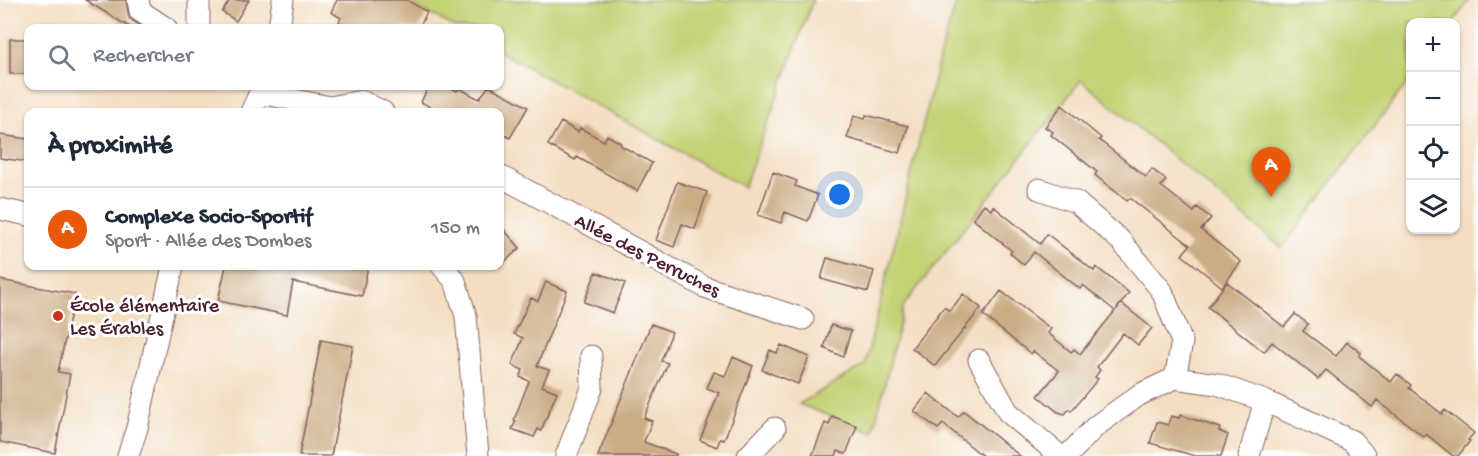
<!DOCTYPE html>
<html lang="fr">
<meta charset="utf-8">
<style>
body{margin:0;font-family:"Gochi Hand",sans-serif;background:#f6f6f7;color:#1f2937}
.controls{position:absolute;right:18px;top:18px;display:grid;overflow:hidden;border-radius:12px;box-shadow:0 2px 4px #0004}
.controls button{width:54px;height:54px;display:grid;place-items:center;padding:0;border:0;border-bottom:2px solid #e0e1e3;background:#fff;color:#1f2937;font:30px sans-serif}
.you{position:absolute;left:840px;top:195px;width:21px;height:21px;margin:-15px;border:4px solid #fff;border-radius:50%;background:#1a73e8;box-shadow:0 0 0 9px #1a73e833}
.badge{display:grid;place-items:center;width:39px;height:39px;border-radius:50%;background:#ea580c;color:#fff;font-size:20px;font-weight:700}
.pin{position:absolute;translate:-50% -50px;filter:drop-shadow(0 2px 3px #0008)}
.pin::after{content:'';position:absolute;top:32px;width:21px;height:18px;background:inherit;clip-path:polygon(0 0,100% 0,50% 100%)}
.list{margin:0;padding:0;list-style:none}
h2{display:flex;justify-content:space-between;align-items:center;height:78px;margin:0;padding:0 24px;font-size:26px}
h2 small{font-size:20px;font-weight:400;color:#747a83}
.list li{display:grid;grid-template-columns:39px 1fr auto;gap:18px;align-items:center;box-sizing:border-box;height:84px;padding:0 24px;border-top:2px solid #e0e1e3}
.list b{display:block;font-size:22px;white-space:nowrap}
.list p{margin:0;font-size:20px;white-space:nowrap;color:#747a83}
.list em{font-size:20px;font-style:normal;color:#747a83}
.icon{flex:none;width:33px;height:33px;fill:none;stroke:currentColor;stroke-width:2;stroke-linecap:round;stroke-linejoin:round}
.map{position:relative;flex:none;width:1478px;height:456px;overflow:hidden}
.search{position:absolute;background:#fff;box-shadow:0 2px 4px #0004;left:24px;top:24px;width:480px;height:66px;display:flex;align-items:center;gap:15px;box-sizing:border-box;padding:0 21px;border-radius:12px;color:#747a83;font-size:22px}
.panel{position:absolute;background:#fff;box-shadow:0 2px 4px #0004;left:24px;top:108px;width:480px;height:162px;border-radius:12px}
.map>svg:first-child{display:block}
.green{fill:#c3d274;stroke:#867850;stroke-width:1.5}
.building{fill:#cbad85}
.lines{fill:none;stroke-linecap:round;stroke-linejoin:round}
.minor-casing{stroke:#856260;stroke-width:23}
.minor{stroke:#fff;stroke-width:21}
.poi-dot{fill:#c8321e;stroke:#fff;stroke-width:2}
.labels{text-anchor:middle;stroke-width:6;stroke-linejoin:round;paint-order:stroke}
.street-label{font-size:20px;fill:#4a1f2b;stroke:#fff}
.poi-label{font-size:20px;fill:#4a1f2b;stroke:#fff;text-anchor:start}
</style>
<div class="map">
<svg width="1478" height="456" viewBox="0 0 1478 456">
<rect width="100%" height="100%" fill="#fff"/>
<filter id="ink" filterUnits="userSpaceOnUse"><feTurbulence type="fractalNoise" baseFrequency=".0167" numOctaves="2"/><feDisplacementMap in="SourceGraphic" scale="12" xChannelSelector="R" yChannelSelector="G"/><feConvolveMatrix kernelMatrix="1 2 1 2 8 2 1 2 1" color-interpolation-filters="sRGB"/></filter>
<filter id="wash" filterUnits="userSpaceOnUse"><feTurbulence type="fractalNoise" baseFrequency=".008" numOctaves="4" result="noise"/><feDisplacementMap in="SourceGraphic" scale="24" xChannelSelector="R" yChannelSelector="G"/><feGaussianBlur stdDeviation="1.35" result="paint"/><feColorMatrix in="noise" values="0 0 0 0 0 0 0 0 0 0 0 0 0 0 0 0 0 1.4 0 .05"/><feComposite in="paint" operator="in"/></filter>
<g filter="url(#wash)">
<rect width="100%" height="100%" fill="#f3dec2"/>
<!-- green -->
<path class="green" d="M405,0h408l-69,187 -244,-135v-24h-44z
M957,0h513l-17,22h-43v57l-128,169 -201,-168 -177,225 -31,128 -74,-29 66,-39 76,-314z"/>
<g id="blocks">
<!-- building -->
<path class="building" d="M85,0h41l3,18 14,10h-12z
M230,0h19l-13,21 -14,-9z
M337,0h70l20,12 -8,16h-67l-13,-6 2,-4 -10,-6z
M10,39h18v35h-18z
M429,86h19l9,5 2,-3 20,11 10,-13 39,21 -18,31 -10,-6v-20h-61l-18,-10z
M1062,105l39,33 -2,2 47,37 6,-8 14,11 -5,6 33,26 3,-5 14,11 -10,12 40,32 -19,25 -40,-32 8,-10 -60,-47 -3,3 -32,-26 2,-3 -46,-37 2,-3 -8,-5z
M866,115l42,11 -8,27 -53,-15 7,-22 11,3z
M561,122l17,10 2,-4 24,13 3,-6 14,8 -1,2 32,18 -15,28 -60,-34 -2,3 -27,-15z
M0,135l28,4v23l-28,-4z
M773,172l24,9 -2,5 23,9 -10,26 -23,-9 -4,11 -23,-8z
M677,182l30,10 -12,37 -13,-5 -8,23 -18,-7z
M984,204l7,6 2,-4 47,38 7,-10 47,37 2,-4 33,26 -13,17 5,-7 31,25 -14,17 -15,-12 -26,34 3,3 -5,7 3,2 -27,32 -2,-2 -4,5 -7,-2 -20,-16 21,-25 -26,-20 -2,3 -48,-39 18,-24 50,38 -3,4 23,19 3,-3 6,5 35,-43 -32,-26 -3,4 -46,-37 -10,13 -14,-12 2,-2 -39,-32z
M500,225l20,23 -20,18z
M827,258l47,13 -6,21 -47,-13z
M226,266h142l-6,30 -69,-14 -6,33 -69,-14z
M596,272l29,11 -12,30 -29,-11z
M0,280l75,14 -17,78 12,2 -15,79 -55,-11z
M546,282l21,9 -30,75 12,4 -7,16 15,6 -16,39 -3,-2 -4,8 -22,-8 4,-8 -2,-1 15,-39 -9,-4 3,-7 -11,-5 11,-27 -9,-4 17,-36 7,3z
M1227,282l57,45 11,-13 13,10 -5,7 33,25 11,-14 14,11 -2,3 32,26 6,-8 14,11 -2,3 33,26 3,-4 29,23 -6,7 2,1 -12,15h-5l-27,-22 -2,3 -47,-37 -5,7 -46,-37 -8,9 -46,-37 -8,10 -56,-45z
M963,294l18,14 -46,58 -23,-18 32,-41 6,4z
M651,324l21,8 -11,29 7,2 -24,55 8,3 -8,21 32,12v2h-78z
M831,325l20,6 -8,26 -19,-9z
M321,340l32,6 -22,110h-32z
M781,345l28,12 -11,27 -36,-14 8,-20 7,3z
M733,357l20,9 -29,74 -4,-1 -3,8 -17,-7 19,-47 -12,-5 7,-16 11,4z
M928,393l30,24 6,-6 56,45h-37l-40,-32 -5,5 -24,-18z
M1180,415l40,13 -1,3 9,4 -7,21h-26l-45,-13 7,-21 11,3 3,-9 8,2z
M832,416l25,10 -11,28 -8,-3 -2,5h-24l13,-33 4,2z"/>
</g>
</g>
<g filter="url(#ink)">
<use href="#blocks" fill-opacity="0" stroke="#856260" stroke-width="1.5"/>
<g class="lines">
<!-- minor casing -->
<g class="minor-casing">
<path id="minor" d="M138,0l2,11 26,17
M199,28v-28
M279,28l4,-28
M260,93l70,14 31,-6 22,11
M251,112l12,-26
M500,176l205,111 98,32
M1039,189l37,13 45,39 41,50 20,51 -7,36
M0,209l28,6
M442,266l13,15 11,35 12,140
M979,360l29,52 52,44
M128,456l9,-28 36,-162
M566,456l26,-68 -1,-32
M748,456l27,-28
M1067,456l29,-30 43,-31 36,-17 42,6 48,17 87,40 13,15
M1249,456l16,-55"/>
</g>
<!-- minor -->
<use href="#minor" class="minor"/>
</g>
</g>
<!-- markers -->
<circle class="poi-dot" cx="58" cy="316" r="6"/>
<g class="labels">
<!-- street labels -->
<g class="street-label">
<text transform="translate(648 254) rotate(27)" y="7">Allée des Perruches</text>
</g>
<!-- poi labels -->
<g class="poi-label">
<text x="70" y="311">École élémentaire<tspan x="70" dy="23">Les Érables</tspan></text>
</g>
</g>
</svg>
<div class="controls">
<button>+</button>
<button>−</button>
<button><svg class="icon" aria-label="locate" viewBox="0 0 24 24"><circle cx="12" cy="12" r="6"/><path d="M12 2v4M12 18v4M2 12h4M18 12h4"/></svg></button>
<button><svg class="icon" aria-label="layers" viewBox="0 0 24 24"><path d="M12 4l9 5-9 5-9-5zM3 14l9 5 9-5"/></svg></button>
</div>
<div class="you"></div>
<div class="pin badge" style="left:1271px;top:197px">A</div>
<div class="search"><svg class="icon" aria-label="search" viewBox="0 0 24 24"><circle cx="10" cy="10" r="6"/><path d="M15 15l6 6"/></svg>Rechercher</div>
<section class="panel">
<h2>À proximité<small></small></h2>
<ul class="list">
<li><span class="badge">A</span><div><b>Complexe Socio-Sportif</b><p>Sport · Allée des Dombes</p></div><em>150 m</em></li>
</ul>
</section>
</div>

To do:
Search the entries above for lines containing the word "scale", and copy each one.

Task result:
<filter id="ink" filterUnits="userSpaceOnUse"><feTurbulence type="fractalNoise" baseFrequency=".0167" numOctaves="2"/><feDisplacementMap in="SourceGraphic" scale="12" xChannelSelector="R" yChannelSelector="G"/><feConvolveMatrix kernelMatrix="1 2 1 2 8 2 1 2 1" color-interpolation-filters="sRGB"/></filter>
<filter id="wash" filterUnits="userSpaceOnUse"><feTurbulence type="fractalNoise" baseFrequency=".008" numOctaves="4" result="noise"/><feDisplacementMap in="SourceGraphic" scale="24" xChannelSelector="R" yChannelSelector="G"/><feGaussianBlur stdDeviation="1.35" result="paint"/><feColorMatrix in="noise" values="0 0 0 0 0 0 0 0 0 0 0 0 0 0 0 0 0 1.4 0 .05"/><feComposite in="paint" operator="in"/></filter>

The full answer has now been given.